After explaining the nature of the study and possible complications, all subjects provided informed consent for inclusion in the identification of information/images in an online open-access publication. This study adhered to the tenets of the 2013 revised Declaration of Helsinki by the World Medical Association. The Institutional Review Board of Teikyo University approved the experimental protocol and consent procedures (approval no. 21–067).

ApparatusChronos

This study used the Chronos binocular/monocular refraction system (Fig. 1). It was equipped with two auto refractometers based on the KR-800 automated refractometer (Topcon Corp, Tokyo, Japan) to measure the objective ocular refraction from − 25.00 to + 22.00 diopters (D) for spherical refractive error and up to 10.00 D of cylinder refractive error. The eye trackers detected each eye from the pupil and corneal reflections, positioned the auto-refractometers in front of each eye, and measured the ocular refraction in both eyes. The target fixation image was a house with a red roof.

The Chronos binocular/monocular refraction system uses several optical display systems for subjective refraction. The two optical systems project liquid-crystal images onto the subject’s right and left eyes and use the following four mechanisms to achieve a subjective refraction function:

1.

Control of the convergence stimulus: The angle of measurement is adjusted by the three motors to realise a convergence stimulus at any distance from 25 cm to 6 m.

2.

Control of accommodation stimulus: The spherical lens position is adjusted using one motor to realise accommodation stimuli at any distance from 25 cm to 6 m.

3.

Control of spherical power: Spherical lens position is adjusted by one motor to realise any spherical power setting from + 18D to -18D.

4.

Control of cylindrical power and cylindrical axis: The rotation angle of the two cylindrical lenses is adjusted by two motors to realise any cylindrical power and cylindrical axis setting from 0D to -8D [13, 14].

Chronos binocular/monocular refraction system can display optotypes on the two liquid crystal displays and occlude a non-tested eye using the console; however, the display for that eye does not turn off completely.

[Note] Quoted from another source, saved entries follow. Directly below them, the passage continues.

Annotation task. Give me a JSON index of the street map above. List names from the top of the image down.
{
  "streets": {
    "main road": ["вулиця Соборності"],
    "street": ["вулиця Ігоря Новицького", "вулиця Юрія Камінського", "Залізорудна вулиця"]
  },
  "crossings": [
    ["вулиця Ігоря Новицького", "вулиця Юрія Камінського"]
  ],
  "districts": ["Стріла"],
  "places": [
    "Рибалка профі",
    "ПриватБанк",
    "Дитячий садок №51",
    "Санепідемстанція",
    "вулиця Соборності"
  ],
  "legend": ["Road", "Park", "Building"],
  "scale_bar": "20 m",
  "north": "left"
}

The target (e.g. the Landolt ring) vanishes (Fig. 2A), whereas the peripheral frame remains to maintain binocular fusion (Fig. 2B).

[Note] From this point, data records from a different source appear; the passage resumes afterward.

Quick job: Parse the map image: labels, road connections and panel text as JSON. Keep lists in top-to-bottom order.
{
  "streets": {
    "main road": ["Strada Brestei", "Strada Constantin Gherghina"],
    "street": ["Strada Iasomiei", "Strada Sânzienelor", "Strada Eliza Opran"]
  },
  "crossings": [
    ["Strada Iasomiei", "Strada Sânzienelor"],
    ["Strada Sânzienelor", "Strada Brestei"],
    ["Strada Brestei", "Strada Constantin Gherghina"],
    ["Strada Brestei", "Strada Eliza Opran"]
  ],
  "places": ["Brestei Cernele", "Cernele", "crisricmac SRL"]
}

The subjects fixated on the Landolt ring at a 5.0 m distance, which was adjusted optically, and the first ophthalmic lenses were selected automatically, based on the objective ocular refraction in both eyes. The examiner determined the subjective ocular refraction while examining the participant’s response using a Bluetooth tablet linked to Chronos binocular/monocular refraction system. The tablet device can change the status of the Chronos binocular/monocular refraction system, such as the measuring distance, spherical and cylindrical lens power, and target (Fig. 3).

Fig. 1

Experimental Chronos binocular/monocular refraction system set up. (B) Enhanced image of the yellow square in (A). (A’) and (B’) show the images acquired during the actual measurement. A headrest and cheek rest to fix the participant’s head are visible

Fig. 2

Participant’s image displays during a subjective refraction test using Chronos binocular/monocular refraction system. The Chronos binocular/monocular refraction system displays the target in one eye. However, the peripheral black frame remains (A) to maintain binocular fusion (B). LE, left eye; RE, right eye

Fig. 3

Control screen in the examination using Chronos binocular/monocular refraction system. Pressing the start panel initiated the objective refractive test in both eyes (A). This was followed by the subjective refraction test (B). The cylindrical lens was adjusted using a Jackson cross cylinder (C). In (A), S, C, A, PD, and VD indicate spherical power, cylindrical power, cylindrical axis, pupillary distance, and vertex distance, respectively. AVE indicates the average values of three measurements for the spherical lens power, cylindrical lens power, and cylindrical axis. (B) BINO, R, and L indicate binocular and monocular vision in the right and left eyes, respectively. The initial lens power in the subjective refraction test corresponds to the autorefractometer values in the AR Data. SPH is the spherical lens power. In (C), CYL and CC indicate the cylindrical lens and the cross-cylinder, respectively

Conventional auto refractometer

A KR-800 refractometer was used as the conventional autorefractometer. It can measure monocular objective ocular refraction over the same range as that measured by Chronos binocular/monocular refraction system.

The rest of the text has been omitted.